In the November following the defendant filed an exception on a number of grounds — • among others, that plaintiff had failed to allege with sufficient particularity in what respects the installation and switchboard were deficient or inefficient, and, further, that plaintiff had failed to allege which apparatus other than the switchboard was defective.

Plaintiff then filed a supplemental and amended petition, setting forth details in the matter of the installation in the house.

To this supplemental petition an exception was filed and an answer setting up the general denial.

The suit remained in abeyance. Nothing was done with it until November, 1909, at which time plaintiff filed another supplemental and amended petition, in which it averred that the telephone installations and *623apparatus put in the residence of tlie insured were unable to bear pressure by reason of their contact with, an adjacent wire carrying a high and intense voltage; that in consequence the electricity escaped to the woodwork of the building insured and thereby caused the fire; that the defective installation was due to the fault and negligence of defendant; that defendant’s wire was not insulated.

The defendant filed another exception, and averred plaintiff attempted to vary the cause of action, alleging facts not before alleged; that five years had elapsed since the first supplemental and amended petition had been filed; and that plaintiff was seeking to introduce a new cause of action.

This exception was overruled.

The trial was proceeded with.

Defective switch block and contact of a line owned by another company, and the uninsulated wire:

As to the defective switch block; An expert electrician testified that when safety devices are properly installed in the house, and are kept in good order, they are absolutely a safety device against the entering into the building of heavy and dangerous currents.

There is no question but that defendant’s wire came in contact with a wire of the electric company carrying a heavy voltage.

The contention of plaintiff that defendant’s wire was not properly insulated is sustained, if sustained at all, by inference.

The plaintiff in the first petition alleged that the device was deficient and inefficient.

In the first supplemental petition the plaintiff alleged that one of the faults of the telephone apparatus was its weakness or inability to bear the stress of the electric current to which it was subjected by defendant without arcing or without escape from the wires or boxes of the electric current.

Defendant’s telephone current is. not over 24 volts. It is neither dangerous to life nor to property. It requires no protection from the electric current which is necessary to its operation.

It is absolutely certain that the low current of the defendant company did not set fire to the building. This, we understand, is conceded by plaintiff.
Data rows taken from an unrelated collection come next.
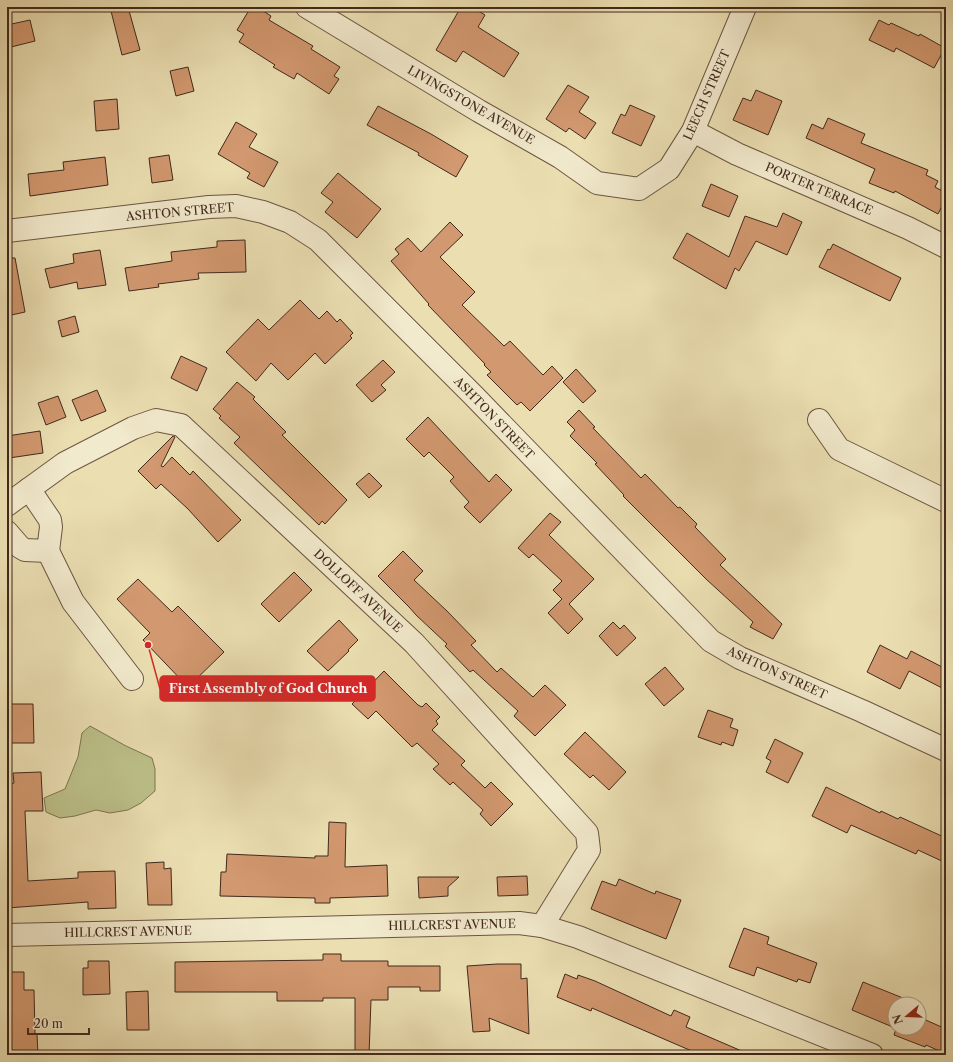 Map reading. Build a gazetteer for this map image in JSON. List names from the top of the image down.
{
  "streets": {
    "street": [
      "LEECH STREET",
      "LIVINGSTONE AVENUE",
      "PORTER TERRACE",
      "ASHTON STREET",
      "DOLLOFF AVENUE",
      "HILLCREST AVENUE"
    ]
  },
  "crossings": [
    ["LEECH STREET", "LIVINGSTONE AVENUE"],
    ["LEECH STREET", "PORTER TERRACE"],
    ["DOLLOFF AVENUE", "HILLCREST AVENUE"]
  ],
  "places": ["First Assembly of God Church"],
  "scale_bar": "20 m",
  "north": "left"
} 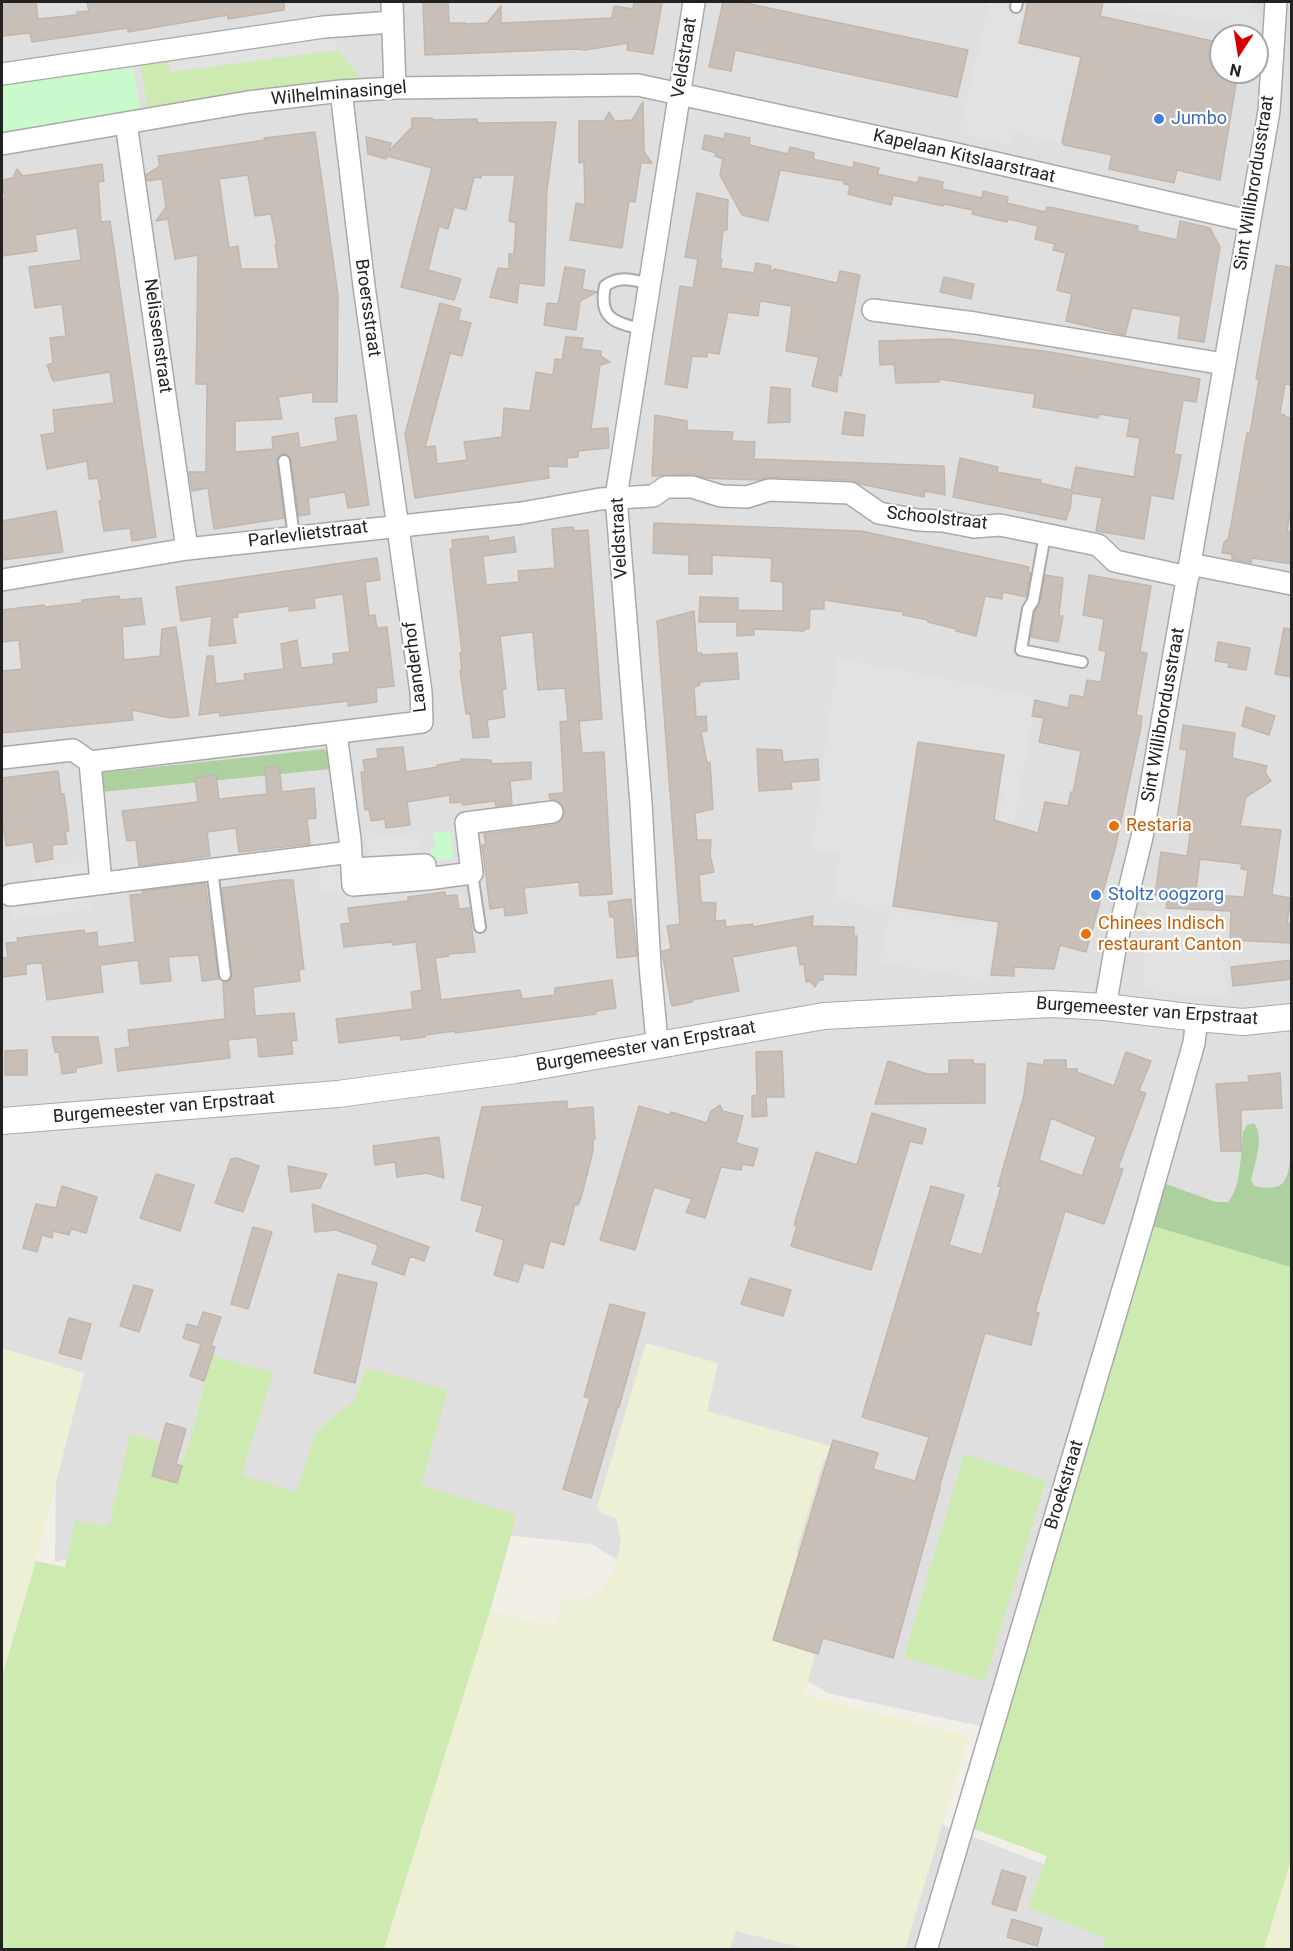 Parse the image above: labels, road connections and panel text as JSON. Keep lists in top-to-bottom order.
{
  "streets": {
    "street": [
      "Veldstraat",
      "Wilhelminasingel",
      "Kapelaan Kitslaarstraat",
      "Sint Willibrordusstraat",
      "Broersstraat",
      "Nelissenstraat",
      "Schoolstraat",
      "Parlevlietstraat",
      "Laanderhof",
      "Burgemeester van Erpstraat",
      "Broekstraat"
    ]
  },
  "crossings": [
    ["Veldstraat", "Wilhelminasingel"],
    ["Veldstraat", "Kapelaan Kitslaarstraat"],
    ["Veldstraat", "Schoolstraat"],
    ["Veldstraat", "Parlevlietstraat"],
    ["Veldstraat", "Burgemeester van Erpstraat"],
    ["Wilhelminasingel", "Kapelaan Kitslaarstraat"],
    ["Wilhelminasingel", "Broersstraat"],
    ["Wilhelminasingel", "Nelissenstraat"],
    ["Kapelaan Kitslaarstraat", "Sint Willibrordusstraat"],
    ["Sint Willibrordusstraat", "Schoolstraat"],
    ["Sint Willibrordusstraat", "Burgemeester van Erpstraat"],
    ["Broersstraat", "Parlevlietstraat"],
    ["Broersstraat", "Laanderhof"],
    ["Nelissenstraat", "Parlevlietstraat"],
    ["Schoolstraat", "Parlevlietstraat"],
    ["Parlevlietstraat", "Laanderhof"],
    ["Burgemeester van Erpstraat", "Broekstraat"]
  ],
  "places": [
    "Jumbo",
    "Restaria",
    "Stoltz oogzorg",
    "Chinees Indisch restaurant Canton"
  ],
  "north": "bottom"
}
The foregoing is the only issue presented by plaintiff in its first petition and in its first supplemental petition.

In neither of these petitions does plaintiff allege that defendant’s wire came in contact with other wires, nor does it charge that defendant is accountable for any negligence on account of want of insulation, or in any other respect outside of the dwelling. The only fault set forth by plaintiff is that the installations and apparatus, put in the house by defendant company, were subjected by defendant to a current of electricity which they could not and did not safely dispose of or endure.

There is no proof of this; for it is manifest that defendant could safely dispose of or endure all the electricity it used.

The gravamen of the complaint is that the company by its own negligence in the use of its own current made itself liable in damages.

From this point of view the defendant is not liable. The facts necessary to fix liability are not disclosed.

It is well settled that there must be a clear statement of the substance of the relief sought.

We do not for an instant question but that the telephone company must guard against the harmful effects to persons and property from the electricity which may be conducted over its lines and to its instruments.

In order to render it liable, however, when its wires are overcharged by contact with another wire, the fact necessary to admit the proof must be alleged.

This, we have seen, has not been done.

*625We would not be justified in enlarging tbe pleadings to enable plaintiff to recover for another cause of action, particularly in view of the fact that the court a qua excluded the testimony.

Learned counsel for plaintiff cites Griffith v. Telegraph Co., 72 Vt. 441, 48 Atl. 643, 52 L. R. A. 921.

We do not consider that decision pertinent, for the reason that there was no allegation made, as in the case in hand, limiting the action against the telephone company and failing to allege the true cause of the accident.

When the pleader -fails to plead the cause of action, it cannot be considered.

There was no evidence admitted of negligence as the -cause of the overcharge with electricity of defendant’s wire. This, as before stated, was only alleged in the second supplemental petition, filed - some five years after the first petition and first supplemental petition had been filed.

Exceptions were filed to both of the supplemental petitions, and bills of exceptions were reserved to the admissibility of the testimony to prove up either.

A plea of prescription of oiie year was filed against the second supplemental petition on the ground that it pleaded a new cause of action.

No cause of action had been previously alleged. The grounds set forth in the second supplemental petition were entirely new, separate, distinct, and different from the first ground.

The petition was subject to the objection that it contradicted the first petition and alleged a new cause of action, which was prescribed at the time it was filed.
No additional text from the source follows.